The GBI/EM index gives international credibility to economies for foreign investments. Nigeria was admitted in 2012 with JP Morgan suggesting then that the inclusion would translate into inflows of about USD1.5 billion. But by August the 2015 total investments were worth USD2.8 billion, indicating huge foreign investment interest in the Nigerian market.
Sadly, however, in January this year, JP Morgan placed Nigeria on Index Watch signaling a withdrawal of interest in reaction to measures by the Central Bank of Nigeria (CBN), which they claim to have impeded the ability of foreign investors to access the foreign exchange market.
In response, the CBN, Federal Ministry of Finance (FMF) and Debt Management Office (DMO) issued a joint statement saying, in a nutshell, that their overriding concern is for Nigeria and the interest of Nigerians and would only continue to take economic decisions that will impact positively on the lives of all Nigerians.
We hereby identify with and support our government institutions in their efforts to protect the Nigerian economy in the face of seeming threats to our domestic economic interests.

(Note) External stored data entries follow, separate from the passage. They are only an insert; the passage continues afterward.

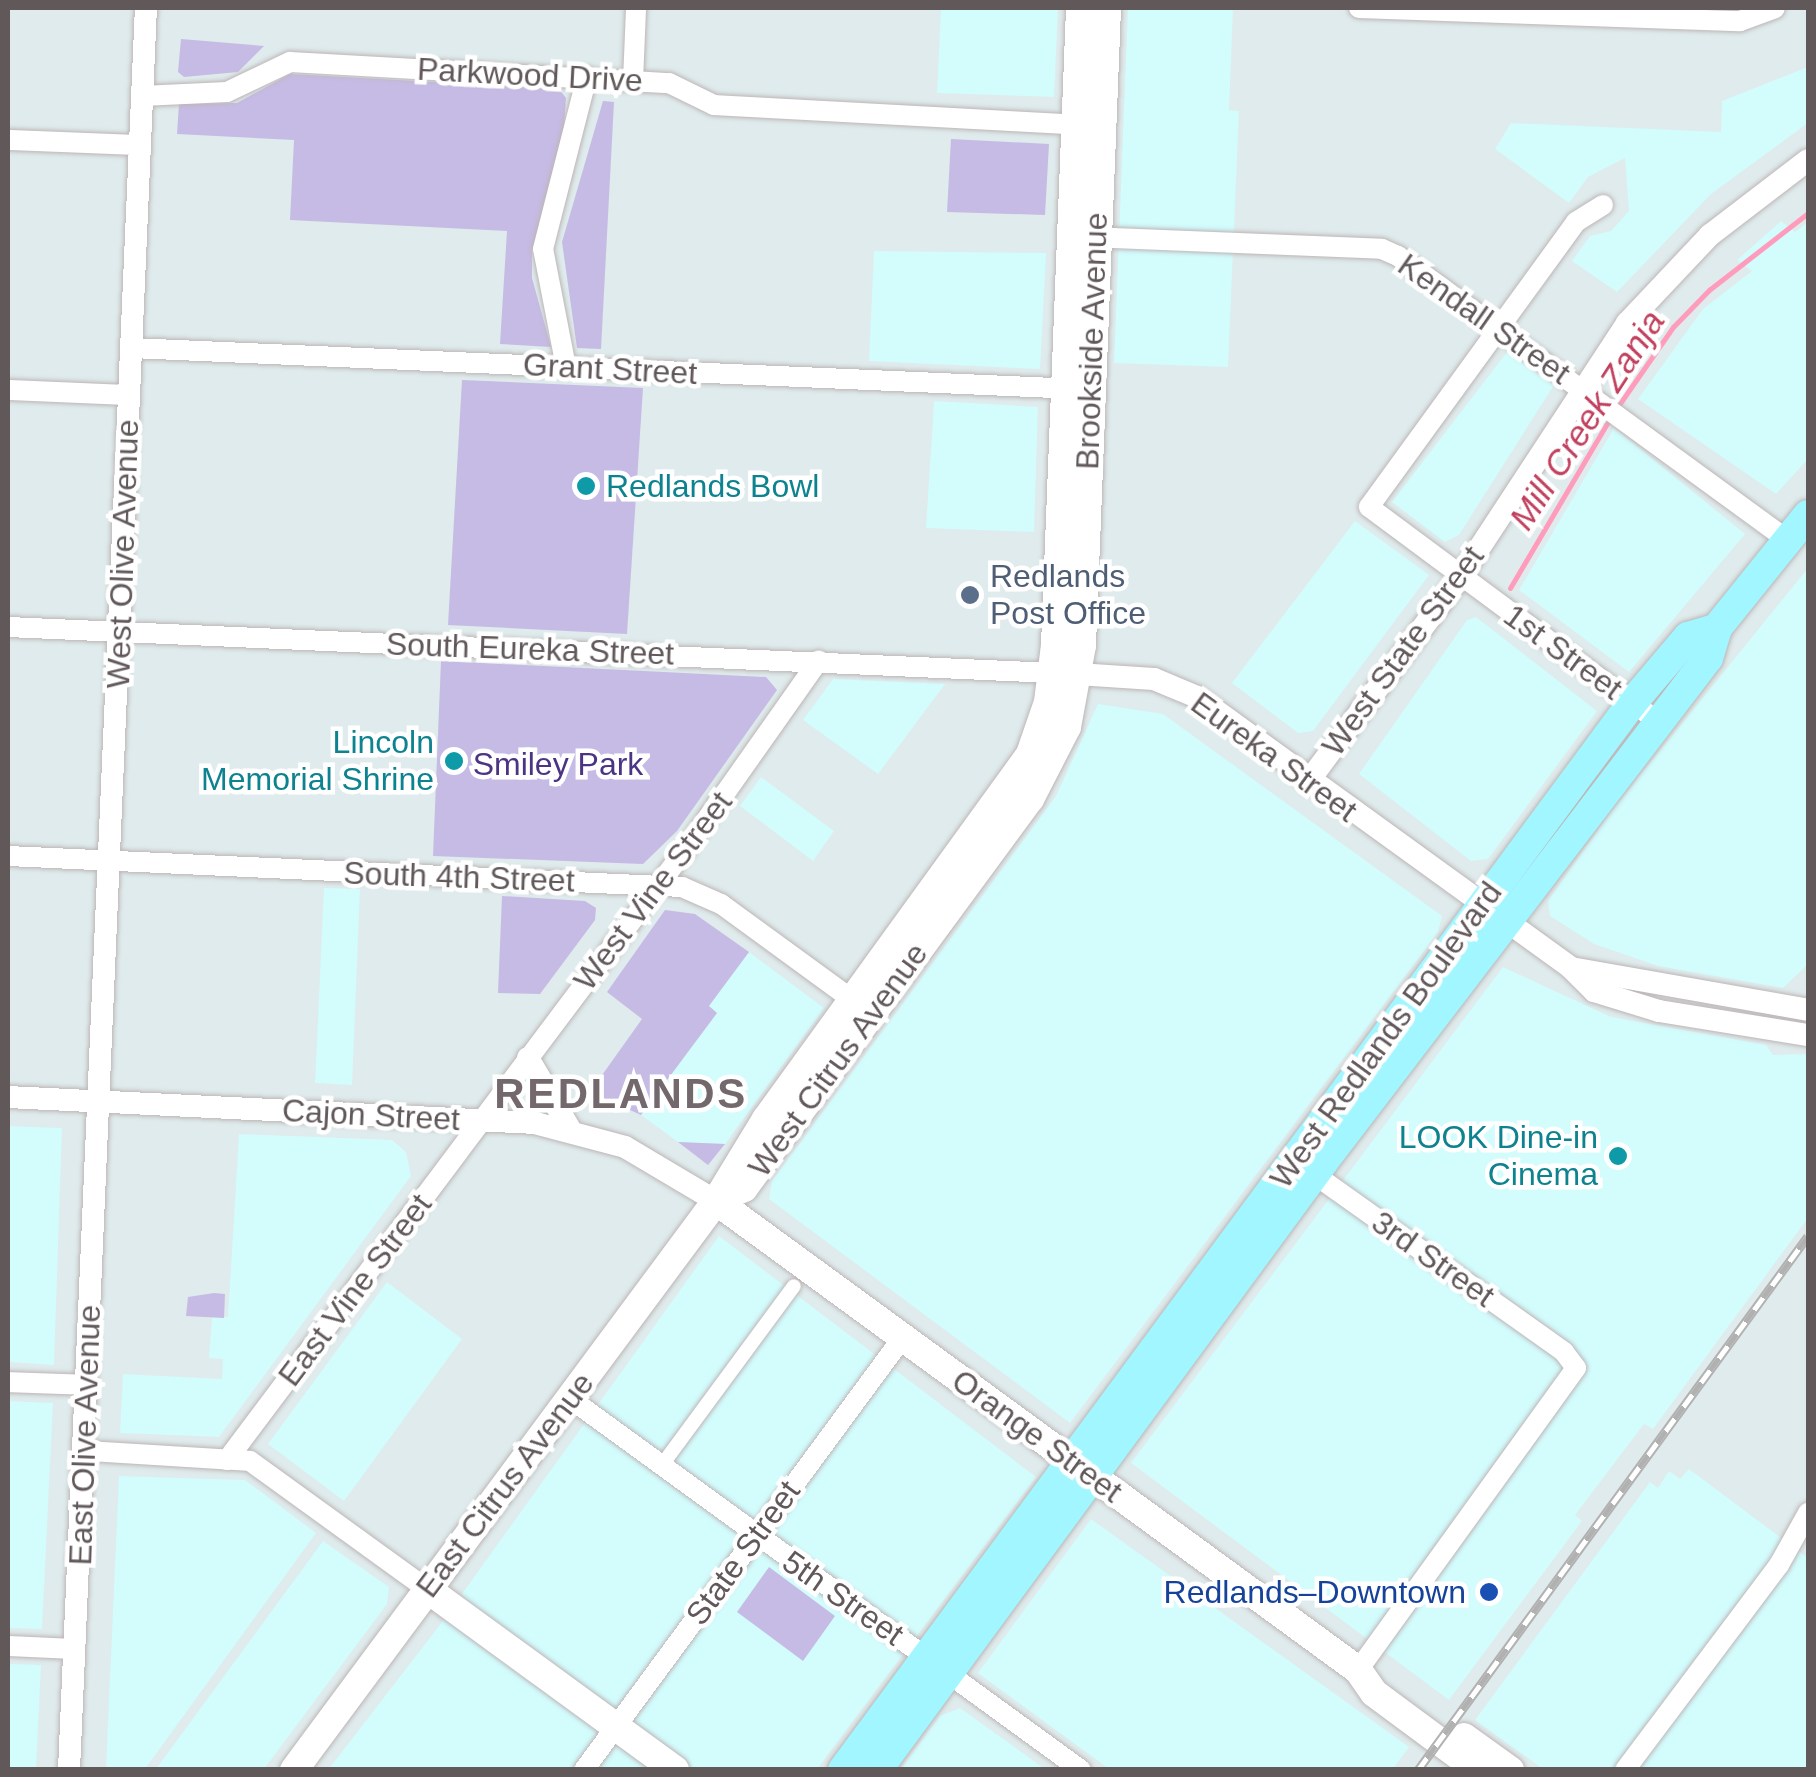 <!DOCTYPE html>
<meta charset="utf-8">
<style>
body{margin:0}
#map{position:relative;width:1816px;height:1777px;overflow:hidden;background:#dfebec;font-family:Helvetica,sans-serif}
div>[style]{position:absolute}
.commercial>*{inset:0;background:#d3fcfd}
.green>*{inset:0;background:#c6bbe4}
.stream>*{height:5px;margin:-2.5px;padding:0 2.5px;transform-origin:2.5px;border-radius:2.5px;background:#ff9cbb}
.roads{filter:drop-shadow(0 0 2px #bdb5b6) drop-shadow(0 0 2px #bdb5b6)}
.pedestrian>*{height:14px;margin:-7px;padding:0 7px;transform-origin:7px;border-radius:7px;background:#fff}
.minor>*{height:20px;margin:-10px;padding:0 10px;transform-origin:10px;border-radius:10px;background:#fff}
.tertiary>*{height:22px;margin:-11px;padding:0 11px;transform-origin:11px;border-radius:11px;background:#fff}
.secondary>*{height:28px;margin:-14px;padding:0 14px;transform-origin:14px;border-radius:14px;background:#fff}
.primary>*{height:30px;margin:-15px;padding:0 15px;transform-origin:15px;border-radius:15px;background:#a1f6ff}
.rail>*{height:9px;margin-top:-4.5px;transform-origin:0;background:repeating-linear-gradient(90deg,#fff 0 15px,#b2b1b1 0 30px);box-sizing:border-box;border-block:2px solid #b2b1b1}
.dots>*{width:28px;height:28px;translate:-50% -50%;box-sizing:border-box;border:5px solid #fff;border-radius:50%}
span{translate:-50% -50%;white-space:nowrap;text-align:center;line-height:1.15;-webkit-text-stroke:9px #fff;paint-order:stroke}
.street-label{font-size:32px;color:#61585a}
.culture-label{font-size:32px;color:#0d838f}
.left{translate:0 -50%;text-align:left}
.right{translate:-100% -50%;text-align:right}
.service-label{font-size:32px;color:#4e5e75}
.park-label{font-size:32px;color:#4c3484}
.transit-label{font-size:32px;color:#164399}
.water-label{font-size:35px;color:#c1405e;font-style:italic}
.district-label{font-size:42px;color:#73696c;font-weight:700;letter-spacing:2.5px}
.frame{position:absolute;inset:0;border:10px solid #61585a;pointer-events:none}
</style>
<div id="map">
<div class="commercial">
<i style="clip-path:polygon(941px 8px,1058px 8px,1054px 97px,937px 93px)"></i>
<i style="clip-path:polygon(1128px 8px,1233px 8px,1229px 110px,1239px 111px,1228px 367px,1114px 363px)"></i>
<i style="clip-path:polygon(1808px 67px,1808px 123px,1711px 194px,1617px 292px,1572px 261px,1590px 236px,1611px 231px,1629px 211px,1625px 158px,1588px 177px,1569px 203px,1495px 149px,1511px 123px,1721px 132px,1722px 101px)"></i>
<i style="clip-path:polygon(1781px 221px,1795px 232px,1808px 222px,1808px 459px,1776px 494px,1638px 399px,1703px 309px,1752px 271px,1737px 260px)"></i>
<i style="clip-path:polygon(874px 251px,1046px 253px,1040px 369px,869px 361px)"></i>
<i style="clip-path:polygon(1507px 352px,1554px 385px,1459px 535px,1445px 542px,1392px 502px)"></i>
<i style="clip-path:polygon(934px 401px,1038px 407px,1034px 532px,926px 528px)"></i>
<i style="clip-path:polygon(1614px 428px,1745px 534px,1629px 672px,1519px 590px)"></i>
<i style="clip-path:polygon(1355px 521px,1429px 575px,1313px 731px,1298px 733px,1232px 683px)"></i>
<i style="clip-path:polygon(1808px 568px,1808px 964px,1783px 988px,1658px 966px,1594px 944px,1550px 916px,1548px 901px,1613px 809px)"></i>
<i style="clip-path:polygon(1476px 617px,1597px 711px,1488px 859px,1471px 861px,1359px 774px,1467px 620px)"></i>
<i style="clip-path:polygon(833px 679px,945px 684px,878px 774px,803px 720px)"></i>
<i style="clip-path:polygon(1098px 704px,1163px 714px,1442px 916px,1438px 932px,1070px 1423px,769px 1199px,772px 1181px,1056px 796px)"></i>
<i style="clip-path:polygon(761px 777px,834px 831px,813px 861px,740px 806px)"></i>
<i style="clip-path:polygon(324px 888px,360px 889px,352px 1085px,315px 1083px)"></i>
<i style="clip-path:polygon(749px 952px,824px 1008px,725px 1144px,678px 1142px,641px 1115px,717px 1013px,708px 1006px)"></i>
<i style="clip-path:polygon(1503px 967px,1611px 1017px,1766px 1045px,1773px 1055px,1808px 1054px,1808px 1218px,1653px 1429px,1644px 1424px,1575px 1515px,1582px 1521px,1449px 1700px,1131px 1463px)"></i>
<i style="clip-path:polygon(8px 1126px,62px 1128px,54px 1365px,8px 1362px)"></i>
<i style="clip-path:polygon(239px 1134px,392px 1140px,406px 1152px,411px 1176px,219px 1437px,120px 1433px,123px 1374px,222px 1379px,223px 1359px,209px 1358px,212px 1317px,228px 1317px)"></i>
<i style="clip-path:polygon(719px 1236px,1036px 1477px,817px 1769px,328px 1770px,439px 1626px)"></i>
<i style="clip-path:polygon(387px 1282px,462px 1339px,344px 1501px,268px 1444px)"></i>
<i style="clip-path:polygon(8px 1401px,53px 1403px,42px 1629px,8px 1628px)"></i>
<i style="clip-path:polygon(1689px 1469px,1808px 1558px,1808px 1769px,1543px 1769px,1475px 1720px,1650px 1482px,1658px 1488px,1669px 1471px,1680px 1479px)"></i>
<i style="clip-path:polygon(119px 1476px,245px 1480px,316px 1533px,145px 1769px,106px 1769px)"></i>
<i style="clip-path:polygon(1091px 1519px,1409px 1747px,1393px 1769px,1109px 1769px,978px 1673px)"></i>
<i style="clip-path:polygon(323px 1541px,389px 1587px,387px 1604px,264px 1769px,156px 1769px)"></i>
<i style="clip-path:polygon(8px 1664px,41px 1665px,36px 1769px,8px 1769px)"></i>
<i style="clip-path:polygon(960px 1708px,1045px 1769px,901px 1769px,940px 1716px)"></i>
</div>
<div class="green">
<i style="clip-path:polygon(181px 39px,264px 46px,238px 72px,184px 77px,178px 72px)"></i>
<i style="clip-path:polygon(290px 74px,559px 89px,566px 98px,564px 128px,532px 251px,532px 278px,551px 347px,500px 344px,507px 231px,290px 220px,294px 140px,177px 134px,179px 104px,237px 103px)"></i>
<i style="clip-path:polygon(603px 101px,614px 102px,601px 349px,577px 348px,562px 242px)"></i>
<i style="clip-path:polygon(951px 139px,1049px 144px,1045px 215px,947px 212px)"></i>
<i style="clip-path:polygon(462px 380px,643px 388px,627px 634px,448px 625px)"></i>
<i style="clip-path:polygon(441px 661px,766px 677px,777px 690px,677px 831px,643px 864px,433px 856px)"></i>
<i style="clip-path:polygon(502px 896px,585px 901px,596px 908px,595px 920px,540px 994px,498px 993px)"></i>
<i style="clip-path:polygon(665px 910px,695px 914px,749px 952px,709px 1006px,717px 1013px,641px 1115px,590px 1092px,642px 1019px,607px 992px)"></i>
<i style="clip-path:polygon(678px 1142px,725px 1144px,708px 1165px)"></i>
<i style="clip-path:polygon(214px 1293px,225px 1294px,224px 1318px,186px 1316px,188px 1297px)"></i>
<i style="clip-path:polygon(769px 1567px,835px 1616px,803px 1661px,737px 1612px)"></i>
</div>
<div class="stream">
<i style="left:1616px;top:409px;width:100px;rotate:-55.2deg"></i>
<i style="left:1673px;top:327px;width:52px;rotate:-45.8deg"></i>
<i style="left:1709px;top:290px;width:125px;rotate:-37.9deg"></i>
<i style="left:1510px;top:588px;width:197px;rotate:-59.5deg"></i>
</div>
<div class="roads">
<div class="pedestrian">
<i style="left:662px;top:1465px;width:222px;rotate:-53.6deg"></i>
</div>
<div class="minor">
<i style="left:1359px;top:8px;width:381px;rotate:2deg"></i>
<i style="left:1740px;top:21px;width:37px;rotate:-20deg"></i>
<i style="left:633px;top:81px;width:73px;rotate:-87.6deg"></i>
<i style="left:142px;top:96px;width:85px;rotate:-2.7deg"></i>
<i style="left:227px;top:92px;width:70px;rotate:-25.5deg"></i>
<i style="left:290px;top:62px;width:380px;rotate:3.2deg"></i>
<i style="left:669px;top:83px;width:50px;rotate:26.1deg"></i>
<i style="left:714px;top:105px;width:376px;rotate:3.1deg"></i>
<i style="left:8px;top:140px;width:132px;rotate:2.2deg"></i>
<i style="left:1603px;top:205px;width:32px;rotate:148deg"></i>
<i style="left:1576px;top:222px;width:352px;rotate:126deg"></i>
<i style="left:1369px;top:507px;width:359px;rotate:36.6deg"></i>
<i style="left:1088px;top:237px;width:294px;rotate:2.3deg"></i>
<i style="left:1382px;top:249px;width:17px;rotate:24deg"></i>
<i style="left:1398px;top:256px;width:482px;rotate:36.1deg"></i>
<i style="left:131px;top:348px;width:947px;rotate:2.48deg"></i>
<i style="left:566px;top:367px;width:120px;rotate:-101deg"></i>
<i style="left:543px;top:249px;width:178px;rotate:-75.7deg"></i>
<i style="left:8px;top:390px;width:121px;rotate:2.4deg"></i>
<i style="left:8px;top:627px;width:1046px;rotate:2.52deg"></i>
<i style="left:8px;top:856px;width:675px;rotate:2.63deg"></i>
<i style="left:682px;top:887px;width:43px;rotate:23.6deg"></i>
<i style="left:721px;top:904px;width:175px;rotate:36.1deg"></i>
<i style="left:1304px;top:1167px;width:319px;rotate:35.4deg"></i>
<i style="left:1564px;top:1352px;width:20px;rotate:53deg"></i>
<i style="left:1576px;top:1368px;width:372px;rotate:125.8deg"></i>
<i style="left:8px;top:1382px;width:80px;rotate:2.1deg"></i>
<i style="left:568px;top:1397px;width:634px;rotate:36.02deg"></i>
<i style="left:88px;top:1451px;width:162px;rotate:3.5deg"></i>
<i style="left:250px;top:1461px;width:218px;rotate:35.9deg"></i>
<i style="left:227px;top:1460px;width:763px;rotate:-53.1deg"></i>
<i style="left:685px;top:850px;width:232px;rotate:-54.8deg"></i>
<i style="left:8px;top:1646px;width:67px;rotate:2.6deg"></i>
<i style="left:584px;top:1770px;width:538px;rotate:-53.62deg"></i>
<i style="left:1625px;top:1770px;width:256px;rotate:-53.1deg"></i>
<i style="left:1779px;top:1565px;width:60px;rotate:-60.9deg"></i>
</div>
<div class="tertiary">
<i style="left:1062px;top:673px;width:92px;rotate:3.7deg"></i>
<i style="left:1154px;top:679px;width:47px;rotate:22.7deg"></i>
<i style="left:1197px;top:697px;width:462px;rotate:35.9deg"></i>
<i style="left:1571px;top:968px;width:33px;rotate:45deg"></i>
<i style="left:1594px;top:991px;width:68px;rotate:17.1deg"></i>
<i style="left:1659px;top:1011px;width:151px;rotate:9.2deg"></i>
<i style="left:1308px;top:782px;width:257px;rotate:-53.4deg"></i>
<i style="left:1461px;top:576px;width:303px;rotate:-56.7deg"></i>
<i style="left:1627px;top:323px;width:121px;rotate:-46.7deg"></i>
<i style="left:1710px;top:235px;width:123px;rotate:-37.4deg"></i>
<i style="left:1571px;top:968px;width:241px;rotate:10deg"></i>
<i style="left:528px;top:1058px;width:82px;rotate:59.4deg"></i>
<i style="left:8px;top:1097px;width:528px;rotate:2.82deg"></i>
<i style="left:535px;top:1123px;width:93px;rotate:14.9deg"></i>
<i style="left:625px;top:1147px;width:106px;rotate:30.7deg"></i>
<i style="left:69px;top:1770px;width:1764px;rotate:-87.5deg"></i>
</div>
<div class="secondary">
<i style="left:716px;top:1201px;width:31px;rotate:-25deg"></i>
<i style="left:744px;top:1188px;width:483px;rotate:-53.7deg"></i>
<i style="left:1030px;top:799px;width:81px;rotate:-62.8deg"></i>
<i style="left:1067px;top:727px;width:83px;rotate:-79.6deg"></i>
<i style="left:1082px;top:645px;width:637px;rotate:-87.75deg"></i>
<i style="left:716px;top:1201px;width:795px;rotate:36.15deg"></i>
<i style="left:1358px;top:1670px;width:28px;rotate:55deg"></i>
<i style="left:1374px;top:1693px;width:129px;rotate:36.5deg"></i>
<i style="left:427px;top:1589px;width:307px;rotate:36.1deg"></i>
<i style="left:1464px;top:1737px;width:57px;rotate:35.7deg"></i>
<i style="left:294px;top:1770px;width:708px;rotate:-53.44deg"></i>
<i style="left:716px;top:1201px;width:96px;rotate:-58.6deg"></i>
<i style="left:766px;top:1119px;width:450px;rotate:-54.1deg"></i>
<i style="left:1030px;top:754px;width:55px;rotate:-70.9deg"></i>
<i style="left:1048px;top:702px;width:57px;rotate:-83deg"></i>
<i style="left:1055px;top:645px;width:637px;rotate:-87.75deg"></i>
</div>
<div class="primary">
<i style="left:843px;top:1770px;width:1327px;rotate:-53.52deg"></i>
<i style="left:1632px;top:703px;width:87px;rotate:-49.7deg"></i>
<i style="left:1688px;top:637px;width:30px;rotate:-17deg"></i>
<i style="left:877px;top:1770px;width:755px;rotate:-53.72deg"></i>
<i style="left:1324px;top:1161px;width:633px;rotate:-52.64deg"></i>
<i style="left:1708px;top:658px;width:31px;rotate:-73deg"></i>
<i style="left:1717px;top:628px;width:145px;rotate:-51.2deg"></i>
</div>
</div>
<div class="rail">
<i style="left:1418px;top:1770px;width:661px;rotate:-53.86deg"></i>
</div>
<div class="dots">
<i style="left:586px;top:486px;background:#0f9aa8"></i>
<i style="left:970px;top:595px;background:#5c6f8a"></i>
<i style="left:454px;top:761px;background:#0f9aa8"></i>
<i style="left:1618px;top:1156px;background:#0f9aa8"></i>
<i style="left:1489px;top:1592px;background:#1a4fb4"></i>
</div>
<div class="street-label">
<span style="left:530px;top:75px;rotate:3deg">Parkwood Drive</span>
<span style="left:1484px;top:319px;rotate:35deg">Kendall Street</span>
<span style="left:1092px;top:341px;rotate:-88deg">Brookside Avenue</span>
<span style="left:610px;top:369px;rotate:3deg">Grant Street</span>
<span style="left:123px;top:554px;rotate:-88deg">West Olive Avenue</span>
<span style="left:530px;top:649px;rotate:2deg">South Eureka Street</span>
<span style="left:1403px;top:651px;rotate:-54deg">West State Street</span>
<span style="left:1563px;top:652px;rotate:36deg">1st Street</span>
<span style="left:1274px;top:757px;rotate:36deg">Eureka Street</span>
<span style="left:459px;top:877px;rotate:2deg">South 4th Street</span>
<span style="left:653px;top:891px;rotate:-53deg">West Vine Street</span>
<span style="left:1386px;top:1035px;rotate:-54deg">West Redlands Boulevard</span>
<span style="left:838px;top:1060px;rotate:-54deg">West Citrus Avenue</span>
<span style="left:371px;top:1115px;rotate:3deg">Cajon Street</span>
<span style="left:1433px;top:1259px;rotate:35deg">3rd Street</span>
<span style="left:355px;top:1290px;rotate:-53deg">East Vine Street</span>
<span style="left:85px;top:1435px;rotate:-88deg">East Olive Avenue</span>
<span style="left:1037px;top:1436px;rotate:36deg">Orange Street</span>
<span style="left:505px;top:1485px;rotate:-53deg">East Citrus Avenue</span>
<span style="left:743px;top:1553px;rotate:-54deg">State Street</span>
<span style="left:843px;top:1598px;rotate:35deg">5th Street</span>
</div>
<div class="culture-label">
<span class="left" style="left:606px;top:486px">Redlands Bowl</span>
<span class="right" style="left:434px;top:761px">Lincoln<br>Memorial Shrine</span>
<span class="right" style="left:1598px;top:1156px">LOOK Dine-in<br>Cinema</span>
</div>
<div class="service-label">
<span class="left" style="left:990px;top:595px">Redlands<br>Post Office</span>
</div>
<div class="park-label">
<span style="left:558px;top:764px">Smiley Park</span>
</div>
<div class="transit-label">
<span class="right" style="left:1466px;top:1592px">Redlands–Downtown</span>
</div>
<div class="water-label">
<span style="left:1587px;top:420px;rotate:-57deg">Mill Creek Zanja</span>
</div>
<div class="district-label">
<span style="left:621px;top:1094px">REDLANDS</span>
</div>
<div class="frame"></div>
</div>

In as much as Nigeria desires and needs foreign investment inflows, it is important to begin to appraise the type of foreign investment that should be encouraged.
Measures taken in the recent past had included a removal of foreign investment restrictions opening the door to the unprecedented volume of foreign portfolio investments (FPI’s). But these FPI’s move out quickly at the slightest presentation of risk. Just within 10 days of the JP Morgan announcement about USD1.2 billion worth of FPI’s has left the Nigerian financial market and the exit is continuing.
They can actually pull out everything in one week or less. Stocks on the Morgan Stanley and Barclays Indices are now volatile. Financial institutions with large investments in bonds could record huge market losses in the near term.
The Nigerian economic and monetary authorities should therefore restructure the economy to present stronger incentives for the longer term FDI’s, build domestic factors of production and bridge the deficits in critical infrastructure.
They should take measures to stimulate the comatose real sectors, domestic investment and reduce the cost of doing business by influencing interest rates downwards. Additional focus should be on controlling inflation and maintaining a steady foreign exchange regime.
Our JP Morgan delisting could be a blessing in disguise to the economy depending on the federal government’s response to it.